-- Try it --
Look through the entries below and copy exactly the part that begins with the line containing "Summarize the content" and ends with the line containing "What data does". Do not copy the pictures.

-- Dataset records --
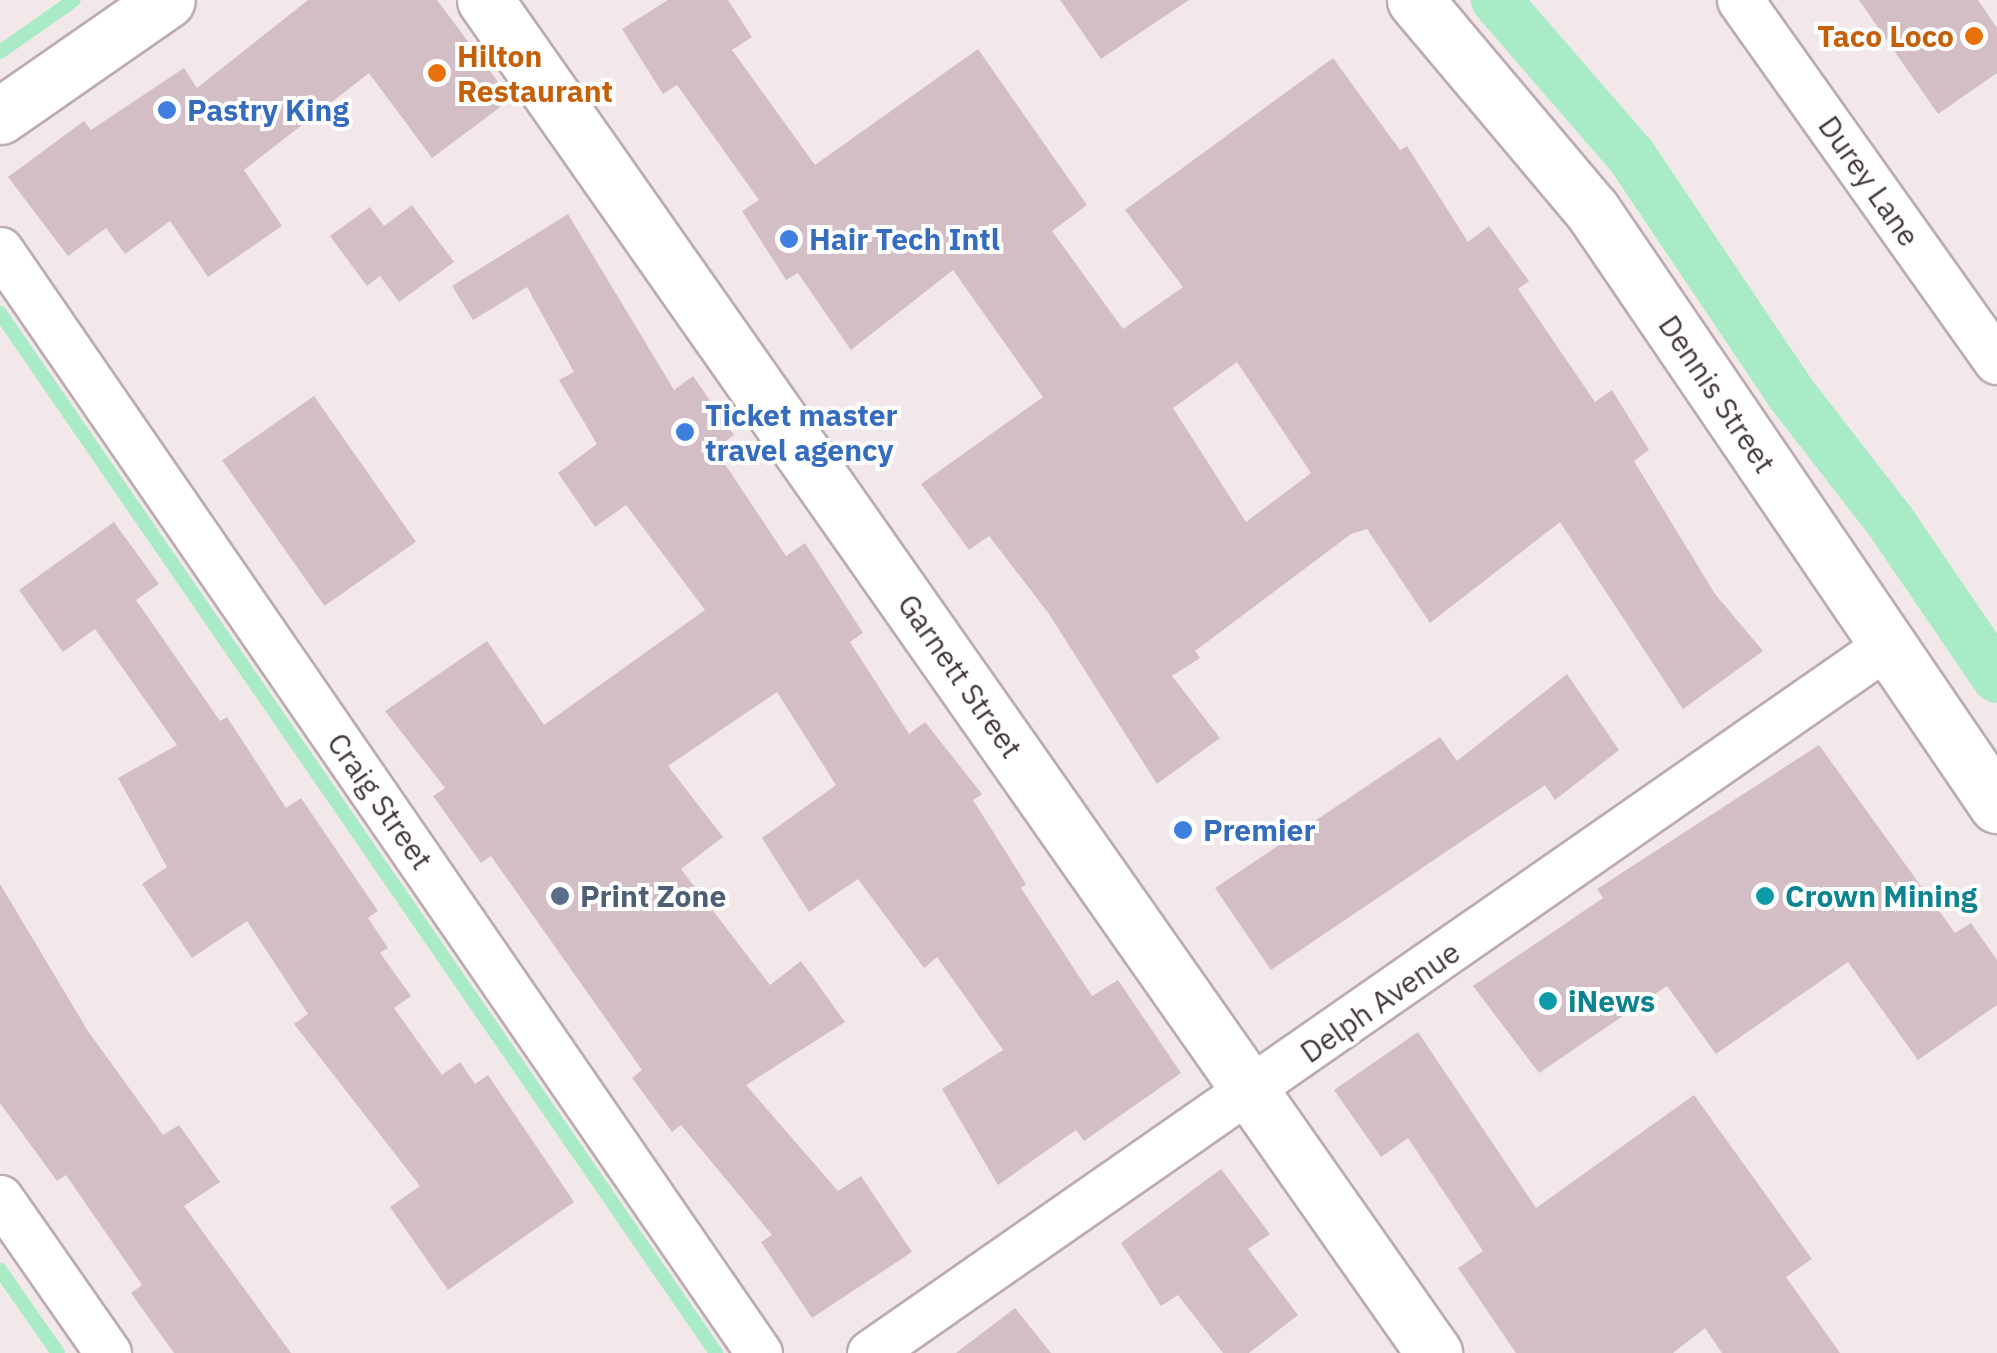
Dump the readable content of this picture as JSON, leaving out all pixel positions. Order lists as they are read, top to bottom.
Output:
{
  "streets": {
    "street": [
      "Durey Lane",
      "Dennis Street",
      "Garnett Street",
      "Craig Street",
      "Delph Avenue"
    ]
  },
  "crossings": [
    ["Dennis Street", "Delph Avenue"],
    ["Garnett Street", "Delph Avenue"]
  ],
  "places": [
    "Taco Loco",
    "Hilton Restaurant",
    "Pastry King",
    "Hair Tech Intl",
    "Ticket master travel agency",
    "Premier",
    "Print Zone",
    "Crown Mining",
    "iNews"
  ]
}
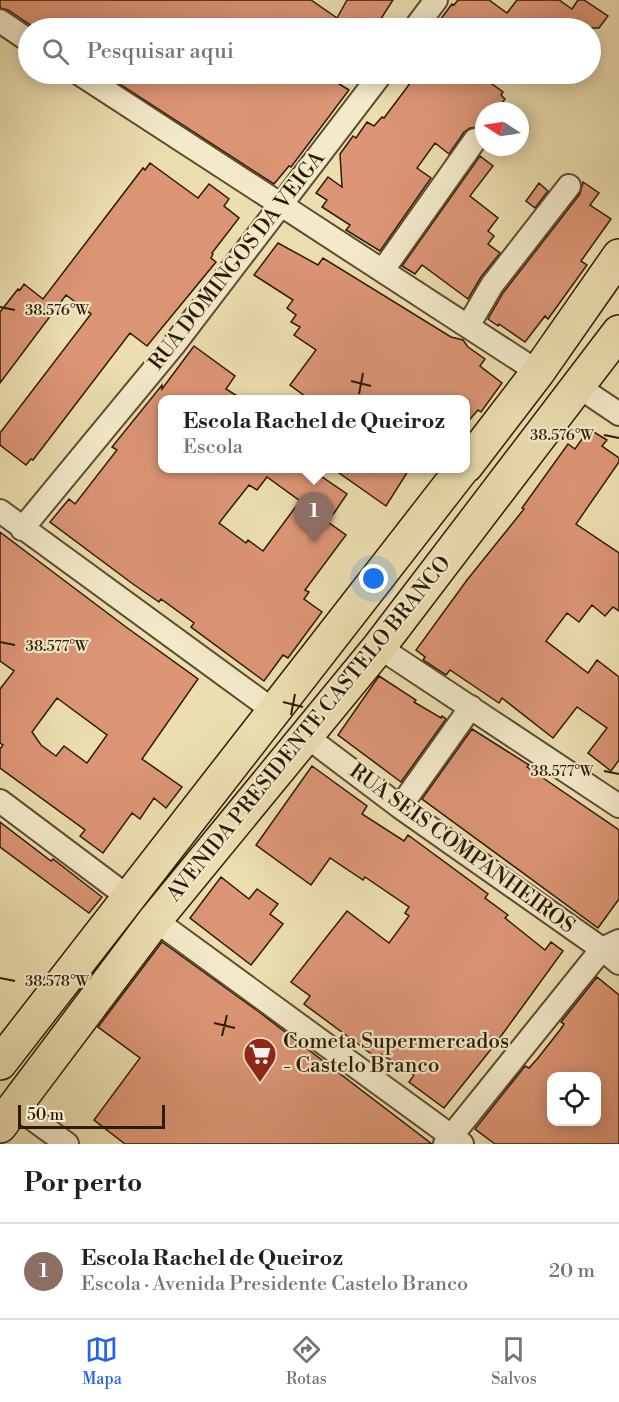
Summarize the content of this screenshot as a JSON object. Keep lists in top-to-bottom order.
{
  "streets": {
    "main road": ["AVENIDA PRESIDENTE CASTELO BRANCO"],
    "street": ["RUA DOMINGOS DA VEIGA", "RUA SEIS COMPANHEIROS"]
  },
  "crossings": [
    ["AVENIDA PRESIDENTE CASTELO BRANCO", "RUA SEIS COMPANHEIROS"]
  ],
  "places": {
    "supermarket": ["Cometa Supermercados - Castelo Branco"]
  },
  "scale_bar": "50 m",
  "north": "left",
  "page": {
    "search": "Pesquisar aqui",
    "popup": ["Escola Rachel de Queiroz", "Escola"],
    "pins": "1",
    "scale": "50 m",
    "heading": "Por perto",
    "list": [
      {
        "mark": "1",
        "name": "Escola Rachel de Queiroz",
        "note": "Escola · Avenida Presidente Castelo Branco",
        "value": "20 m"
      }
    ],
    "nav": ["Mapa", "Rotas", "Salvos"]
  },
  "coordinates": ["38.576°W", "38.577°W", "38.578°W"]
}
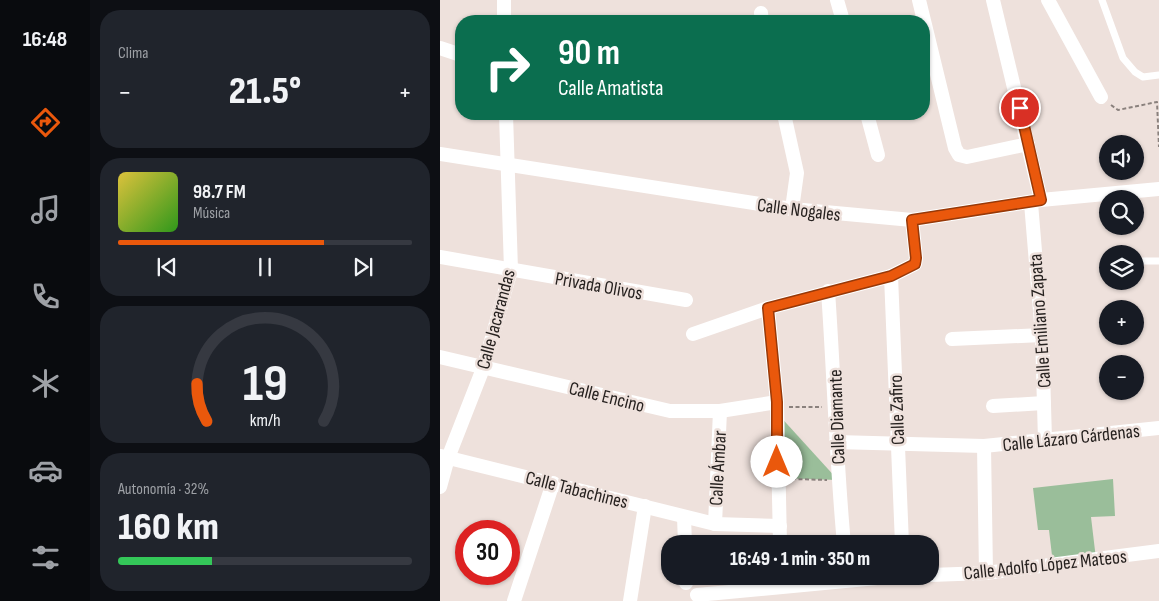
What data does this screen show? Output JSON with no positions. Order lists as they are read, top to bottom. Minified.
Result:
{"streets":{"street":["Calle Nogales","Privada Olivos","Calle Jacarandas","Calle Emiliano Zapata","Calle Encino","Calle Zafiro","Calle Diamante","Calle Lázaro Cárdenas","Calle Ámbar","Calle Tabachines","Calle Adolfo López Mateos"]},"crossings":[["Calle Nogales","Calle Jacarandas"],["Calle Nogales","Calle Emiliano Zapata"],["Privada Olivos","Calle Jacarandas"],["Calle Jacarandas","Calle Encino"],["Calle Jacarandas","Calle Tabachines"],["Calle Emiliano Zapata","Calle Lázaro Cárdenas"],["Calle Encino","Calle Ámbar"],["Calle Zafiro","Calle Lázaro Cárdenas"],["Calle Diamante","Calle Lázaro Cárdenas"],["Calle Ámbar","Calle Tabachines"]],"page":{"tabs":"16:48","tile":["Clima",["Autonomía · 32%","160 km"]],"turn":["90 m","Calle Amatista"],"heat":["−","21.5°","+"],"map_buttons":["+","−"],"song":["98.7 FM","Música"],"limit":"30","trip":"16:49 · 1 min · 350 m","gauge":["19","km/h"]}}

-- Written solution --
Summarize the content of this screenshot as a JSON object. Keep lists in top-to-bottom order.
{
  "streets": {
    "main road": ["AVENIDA PRESIDENTE CASTELO BRANCO"],
    "street": ["RUA DOMINGOS DA VEIGA", "RUA SEIS COMPANHEIROS"]
  },
  "crossings": [
    ["AVENIDA PRESIDENTE CASTELO BRANCO", "RUA SEIS COMPANHEIROS"]
  ],
  "places": {
    "supermarket": ["Cometa Supermercados - Castelo Branco"]
  },
  "scale_bar": "50 m",
  "north": "left",
  "page": {
    "search": "Pesquisar aqui",
    "popup": ["Escola Rachel de Queiroz", "Escola"],
    "pins": "1",
    "scale": "50 m",
    "heading": "Por perto",
    "list": [
      {
        "mark": "1",
        "name": "Escola Rachel de Queiroz",
        "note": "Escola · Avenida Presidente Castelo Branco",
        "value": "20 m"
      }
    ],
    "nav": ["Mapa", "Rotas", "Salvos"]
  },
  "coordinates": ["38.576°W", "38.577°W", "38.578°W"]
}
What data does this screen show? Output JSON with no positions. Order lists as they are read, top to bottom. Minified.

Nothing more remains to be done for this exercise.